The latest findings provide additional evidence that the brain might be considered as a therapeutic target for research on new forms of type 2 diabetes treatment. Such treatments would likely be delivered to the brain through the nose, using a route through the nasal passages.
Fibroblast growth factor 1 occurs naturally in the human brain and is also part of many other biological activities in the body. It is thought, for example, to play a role in learning and memory, and in the brain’s recovery from a stroke.
The results from this week’s reported study on fibroblast growth factor 1 in treating type 2 diabetes in mice contribute to evidence that the brain strongly influences signals throughout the body that control blood glucose levels. The exact mechanisms of how fibroblast growth factor 1 assists in this regard are not well-understood. The researchers also pointed out that fibroblast growth factor 1 injections could induce structural changes in the brain. This possibility would need to be examined more fully.
Schwartz and his colleagues have a longstanding research interest in how the brain regulates the body’s energy balance and control of blood sugar in response to different signals, including those arising from fat stores and food intake. They also investigate how brain pathways play a role in obesity, insulin resistance and diabetes.
The researchers explained that type 2 diabetes is one of the world’s most common and costly chronic disorders. It can lead to a number of debilitating complications. At present, diabetes is largely managed through daily doses of one or more antidiabetic drugs. Patients sometime experience uncomfortable symptoms if the medication and diet takes their glucose levels too low, and can gain weight as a side effect of diabetes treatment. Only surgical approaches, such as bariatric surgery, have been shown to produce remission in people.
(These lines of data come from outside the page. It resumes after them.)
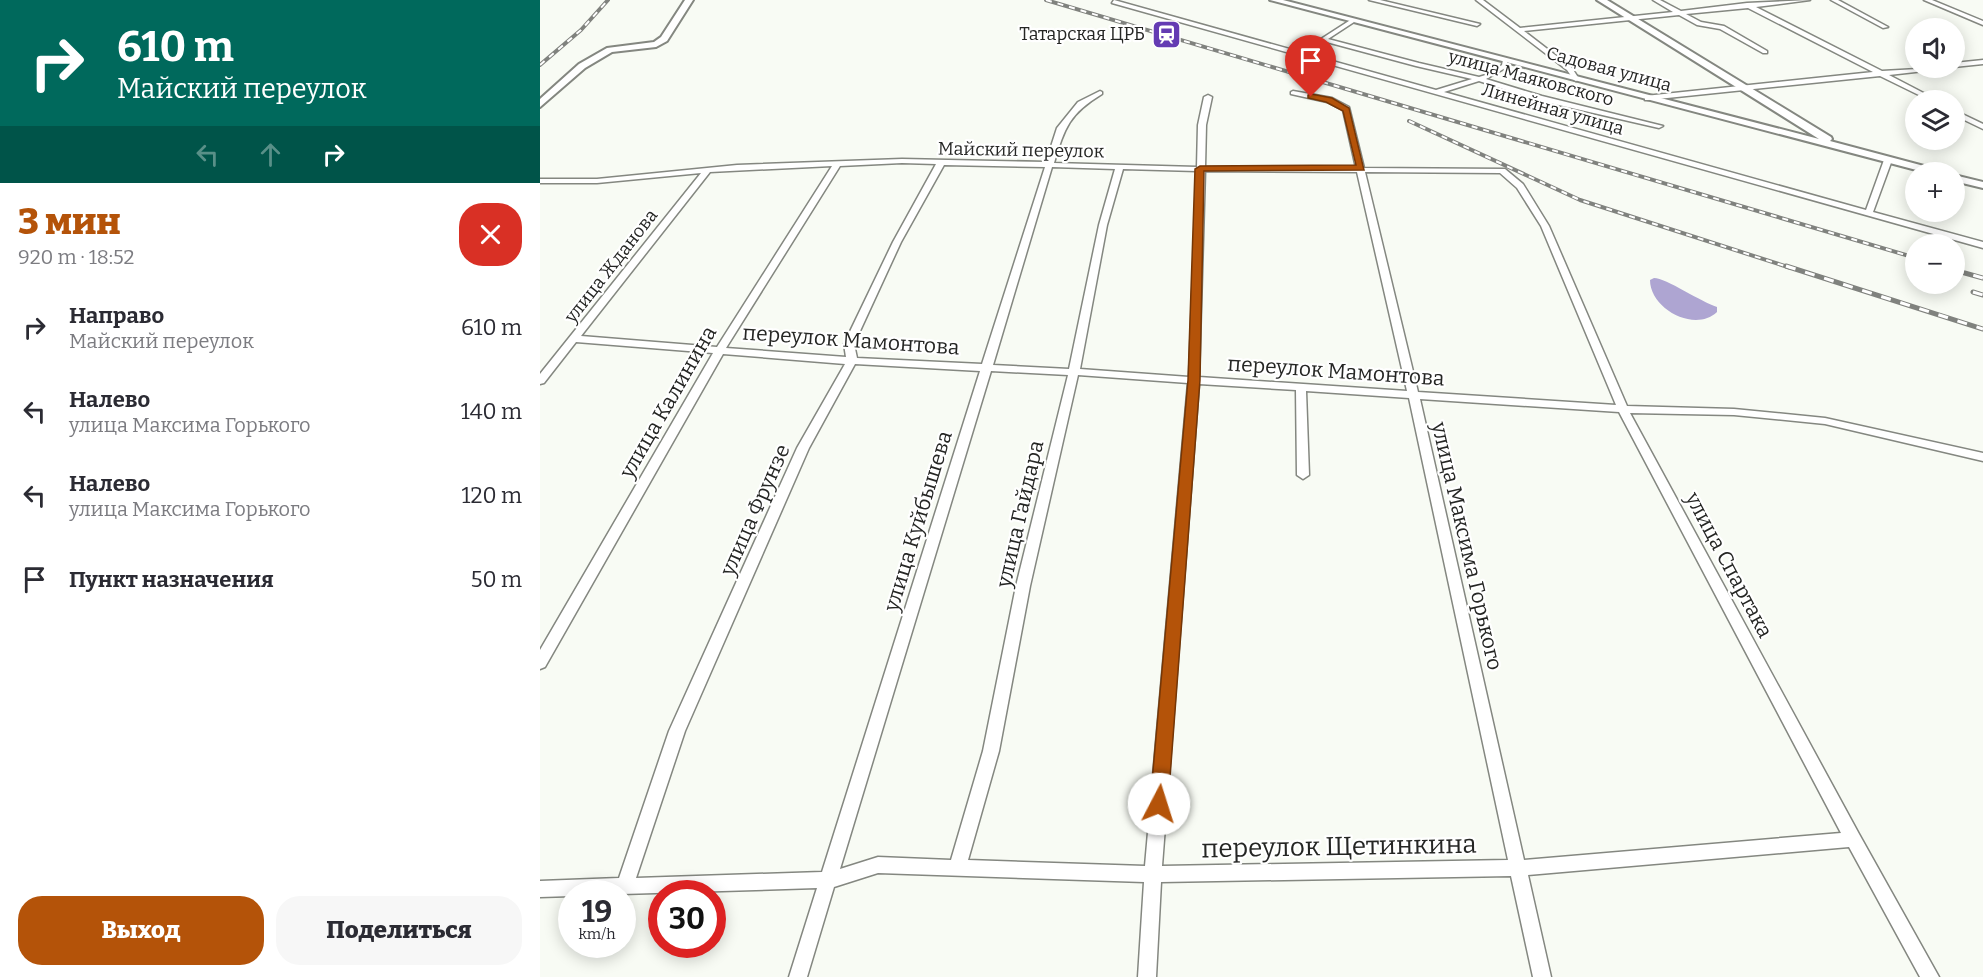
<!DOCTYPE html>
<html lang="ru">
<head>
<meta charset="utf-8">
<style>
  :root { --surface:#fff; --page:#f7f7f7; --text:#2b2b33; --muted:#7c7c81; --accent:#b45309 }
  body { margin:0; font-family:Bitter,serif; background:var(--page); color:var(--text); height:100vh; display:flex; flex-direction:column; font-size:22px; white-space:nowrap }
  * { box-sizing:border-box; margin:0 }
  p { font-size:20px; color:var(--muted) }
  .icon { flex:none; width:33px; height:33px; fill:none; stroke:currentColor; stroke-width:2; stroke-linecap:round; stroke-linejoin:round }
  .map { position:relative; flex:1; overflow:hidden }
  .drawer { display:flex; flex-direction:column; background:var(--surface); width:540px }
  .drawer>* { flex:none }
  .guide { background:#00695c; color:#fff; overflow:hidden }
  .tools { position:absolute; left:1365px; top:18px; display:grid; gap:12px }
  .tools a { display:grid; place-items:center; width:60px; height:60px; border-radius:50%; background:var(--surface); box-shadow:0 3px 15px #0003; font-size:30px }
  .speed { position:absolute; left:18px; top:880px; display:flex; gap:12px; font-size:30px; font-weight:700; text-align:center }
  .speed>* { display:grid; place-content:center; width:78px; height:78px; border-radius:50%; background:var(--surface); box-shadow:0 3px 15px #0003; line-height:1 }
  .speed small { font-size:15px; font-weight:400 }
  .speed .limit { border:9px solid #d22; background:#fff; color:#111 }
  .pin { position:absolute; display:grid; place-items:center; width:51px; height:51px; color:#fff; margin:-62px -26px; border-radius:50% 50% 50% 0; rotate:-45deg; box-shadow:0 0 6px #0007 }
  .pin .icon { rotate:45deg }
  .me { position:absolute; width:66px; margin:-33px; rotate:5deg; stroke-linejoin:round; filter:drop-shadow(0 0 4px #0008) }
  .turn { display:flex; align-items:center; gap:21px; height:126px; padding:0 18px; font-size:27px }
  .turn .icon { width:78px; height:78px; stroke-width:2.5 }
  .turn b { display:block; font-size:42px; line-height:51px }
  .lanes { display:flex; align-items:center; height:57px; padding:0 18px; background:#0003; justify-content:center; gap:30px; direction:ltr }
  .lanes .off { opacity:.35 }
  .round { display:grid; place-items:center; flex:none; width:63px; height:63px; border-radius:24px; background:var(--page) }
  .overview { display:flex; align-items:center; justify-content:space-between; height:102px; padding:0 18px }
  h1 { font-size:36px; font-weight:800; line-height:45px; color:var(--accent) }
  .button { display:flex; gap:12px; margin-top:auto; padding:12px 18px }
  .button a { flex:1; height:69px; border-radius:24px; background:var(--accent); color:#fff; font-size:24px; font-weight:800; line-height:69px; text-align:center }
  .button a+a { background:var(--page); color:var(--text) }
  ul { padding:0; list-style:none }
  li { display:flex; align-items:center; gap:18px; height:84px; padding:0 18px }
  li div { flex:1 }
  li b { display:block; font-size:22px }
  li em { font-style:normal }
  main { display:flex; flex:1; min-height:0 }
  .map>svg:first-child { display:block }
</style>
</head>
<body>
<main>
<section class="drawer">
<div class="guide">
<div class="turn"><svg class="icon" aria-label="right" viewBox="0 0 24 24"><path d="M7 20v-9h11M14 6l5 5-5 5"/></svg><div><b>610 m</b>Майский переулок</div></div>
<div class="lanes"><svg class="icon off" aria-label="left" viewBox="0 0 24 24"><path d="M17 20v-9H6M10 6l-5 5 5 5"/></svg><svg class="icon off" aria-label="ahead" viewBox="0 0 24 24"><path d="M12 20V5M6 11l6-6 6 6"/></svg><svg class="icon" aria-label="right" viewBox="0 0 24 24"><path d="M7 20v-9h11M14 6l5 5-5 5"/></svg></div>
</div>
<div class="overview"><div><h1>3 мин</h1><p>920 m · 18:52</p></div><a class="round" style="background:#d93025;color:#fff"><svg class="icon" aria-label="close" viewBox="0 0 24 24"><path d="M6 6l12 12M18 6L6 18"/></svg></a></div>
<ul>
<li><svg class="icon" aria-label="right" viewBox="0 0 24 24"><path d="M7 20v-9h11M14 6l5 5-5 5"/></svg><div><b>Направо</b><p>Майский переулок</p></div><em>610 m</em></li>
<li><svg class="icon" aria-label="left" viewBox="0 0 24 24"><path d="M17 20v-9H6M10 6l-5 5 5 5"/></svg><div><b>Налево</b><p>улица Максима Горького</p></div><em>140 m</em></li>
<li><svg class="icon" aria-label="left" viewBox="0 0 24 24"><path d="M17 20v-9H6M10 6l-5 5 5 5"/></svg><div><b>Налево</b><p>улица Максима Горького</p></div><em>120 m</em></li>
<li><svg class="icon" aria-label="arrive" viewBox="0 0 24 24"><path d="M6 21V4h12l-3 4 3 4H6"/></svg><div><b>Пункт назначения</b></div><em>50 m</em></li>
</ul>
<div class="button"><a>Выход</a><a>Поделиться</a></div>
</section>
<div class="map">
<svg width="1443" height="977" viewBox="0 0 1443 977">
  <rect width="100%" height="100%" fill="#f8fbf4"/>
  <!-- water -->
  <path fill="#aea5d2" d="M1114 278C1126 278 1161 302 1177 307V312C1155 333 1110 309 1110 280Z"/>
  <g fill="none" stroke-linecap="round" stroke-linejoin="round">
    <defs>
      <path id="street" d="M574 0 896 90 932 79 876 66 783 41 781 39 812 19 814 22 788 39 879 63 939 77 949 74 962 65 963 60H967V67L946 79 1002 96 1123 126 1119 128 997 100 939 81 904 92 1326 210 1344 160 1351 158 1352 160 1333 212 1443 242V248L572 3Z
        M829 0H840L940 24 937 26Z
        M936 0H943L980 28 1133 12 1113 0H1120L1141 11 1207 3 1270 0 1216 7 1342 71 1396 68 1393 70 1349 75 1397 100H1389L1340 76 1108 100H1105V96L1333 72 1208 8 1146 14 1161 22 1184 26 1227 51V53H1223L1180 29 1157 25 1139 15 984 31 1032 68 1039 79 1036 81 1034 80 1027 70Z
        M1291 0H1298L1348 27 1343 28Z
        M1384 0H1392L1443 21V25Z
        M1443 60V64L1414 67V63Z
        M560 91 562 92V94C529 114 525 127 514 163L657 167 658 125 664 97 668 95 672 97 666 125 665 167 816 168 803 110 787 102 751 94V92L753 91 792 98 809 107 824 168 965 169 983 184 1009 226 1087 406 1194 409 1285 418 1443 453V461L1285 424 1194 415 1090 413 1319 834 1399 977H1380L1309 847 988 875 1011 977H993L971 876 621 882 616 977H598L604 882 338 873 294 887 267 977H249L277 888 82 894H32V896L0 897V881L79 878 129 731 257 448 305 364 183 354 5 667 0 669V650L173 353 36 342 4 383 0 384V374L161 173 57 183H0V179H57L197 165 362 159 506 162 517 128 538 102ZM362 163 396 164 353 242 304 344 306 357 186 348 300 166ZM404 165 505 167 442 364 317 358 314 344 361 242ZM292 166 177 347 41 336 170 172ZM512 167 575 169 559 225 529 369 453 365ZM583 169 657 171 649 377 540 369 567 225ZM665 171 817 172 867 391 659 377ZM825 172 960 173 977 188 1001 226 1076 405 878 392ZM315 364 440 371 282 872 96 878 145 731 269 448ZM451 371 528 375 476 586 443 751 411 860 338 857 300 869ZM538 375 648 383 605 866 428 860 459 751 490 586ZM659 384 756 390 757 475 763 479 769 475 766 391 869 398 968 860 622 866ZM880 399 1079 412 1301 833 984 860Z
        M1414 110 1443 124V129L1414 115Z"/>
      <path id="secondary" d="M145 0H153L127 41 116 47 72 52 45 68 0 107V99L39 64 67 48 114 42 121 37Z
        M730 0H743L1279 139 1057 0H1067L1291 137 1292 139 1290 141 1399 170 1401 172H1384Z
        M1414 175 1443 182V188L1414 181Z"/>
    </defs>
    <!-- street casing -->
    <use href="#street" stroke="#848780" stroke-width="3"/>
    <!-- secondary casing -->
    <use href="#secondary" stroke="#848780" stroke-width="4"/>
    <!-- street -->
    <use href="#street" fill="#fff" fill-rule="evenodd"/>
    <!-- secondary -->
    <use href="#secondary" fill="#fff" fill-rule="evenodd"/>
    <defs>
      <path id="rail-far1" d="M506 0 1376 258
        M0 65 41 30 68 0
        M869 121 1040 200 1251 268"/>
      <path id="rail" d="M1246 266 1443 329
        M1414 270 1443 278
        M1433 292 1443 295"/>
    </defs>
    <!-- rail-far1 casing -->
    <use href="#rail-far1" stroke="#80827e" stroke-width="4"/>
    <!-- rail casing -->
    <use href="#rail" stroke="#80827e" stroke-width="5"/>
    <!-- rail-far1 -->
    <use href="#rail-far1" stroke="#fff" stroke-width="2" stroke-dasharray="6" stroke-linecap="butt"/>
    <!-- rail -->
    <use href="#rail" stroke="#fff" stroke-width="3" stroke-dasharray="10" stroke-linecap="butt"/>
  </g>
  <!-- route -->
  <path fill="#b45309" stroke="#753606" stroke-width="1.5" d="M771 94 792 98 809 108 824 170 664 171 660 380 628 804 625 810 619 812 612 810 610 804 648 380 655 169 660 166 816 165 803 111 786 102 768 98V95Z"/>
  <!-- icons -->
  <defs>
    <symbol id="station-square" viewBox="-11 -11 22 22"><rect x="-9" y="-9" width="18" height="18" rx="4" fill="#643bb3" stroke="#fff"/><path d="M-3-6H3Q5-6 5-4V2Q5 4 3 4L4.5 6H3L1.5 4h-3L-3 6H-4.5L-3 4Q-5 4-5 2V-4Q-5-6-3-6ZM-3.5-4v3h7v-3ZM-3.5 1v1.5H-2V1ZM2 1v1.5H3.5V1Z" fill="#fff"/></symbol>
  </defs>
  <g fill-rule="evenodd">
    <use href="#station-square" x="610" y="18" width="33" height="33"/>
  </g>
  <g text-anchor="middle" stroke-width="4.5" stroke-linejoin="round" paint-order="stroke">
    <!-- far-poi labels -->
    <g font-size="18" fill="#252624" stroke="#fff" text-anchor="end">
      <text x="605" y="40">Татарская ЦРБ</text>
    </g>
    <!-- far-street labels -->
    <g font-size="18" fill="#252624" stroke="#fff">
      <text transform="translate(1069 69) rotate(15)" y="6">Садовая улица</text>
      <text transform="translate(991 78) rotate(15)" y="6">улица Маяковского</text>
      <text transform="translate(1013 109) rotate(16)" y="6">Линейная улица</text>
      <text transform="translate(481 150) rotate(1)" y="6">Майский переулок</text>
      <text transform="translate(71 266) rotate(-52)" y="6">улица Жданова</text>
    </g>
    <!-- street labels -->
    <g font-size="21" fill="#252624" stroke="#fff">
      <text transform="translate(311 340) rotate(4)" y="7">переулок Мамонтова</text>
      <text transform="translate(796 371) rotate(4)" y="7">переулок Мамонтова</text>
      <text transform="translate(128 402) rotate(-60)" y="7">улица Калинина</text>
      <text transform="translate(215 510) rotate(-66)" y="7">улица Фрунзе</text>
      <text transform="translate(480 514) rotate(-77)" y="7">улица Гайдара</text>
      <text transform="translate(378 521) rotate(-73)" y="7">улица Куйбышева</text>
      <text transform="translate(927 546) rotate(77)" y="7">улица Максима Горького</text>
      <text transform="translate(1189 565) rotate(62)" y="7">улица Спартака</text>
    </g>
    <!-- near-street labels -->
    <g font-size="26" fill="#252624" stroke="#fff">
      <text transform="translate(799 846) rotate(-1)" y="9">переулок Щетинкина</text>
    </g>
  </g>
</svg>
<div class="tools">
<a><svg class="icon" aria-label="sound" viewBox="0 0 24 24"><path d="M4 9h4l5-4v14l-5-4H4zM17 9q2 3 0 6"/></svg></a>
<a><svg class="icon" aria-label="layers" viewBox="0 0 24 24"><path d="M12 4l9 5-9 5-9-5zM3 14l9 5 9-5"/></svg></a>
<a>+</a>
<a>−</a>
</div>
<div class="speed"><div>19<small>km/h</small></div><div class="limit">30</div></div>
<div class="pin" style="left:771px;top:97px;background:#d93025"><svg class="icon" aria-label="arrive" viewBox="0 0 24 24"><path d="M6 21V4h12l-3 4 3 4H6"/></svg></div>
<svg class="me" style="left:619px;top:804px" viewBox="-20 -20 40 40"><circle r="19" fill="#fff"/><path d="M0-13L10 11 0 6-10 11z" fill="#b45309"/></svg>
</div>
</main>
</body>
</html>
From their recent studies, the researchers are concluding that the brain has an inherent potential to induce diabetes remission. Brain receptors for fibroblastic growth factors might be among the potential targets for new pharmaceutical drugs to achieve this goal.
The research reported in the Nature Medicine paper was supported by grants from the National Institutes of Diabetes and Digestive and Kidney Diseases, the Department of Veterans Affairs Merit Review Program, and Novo Nordisk.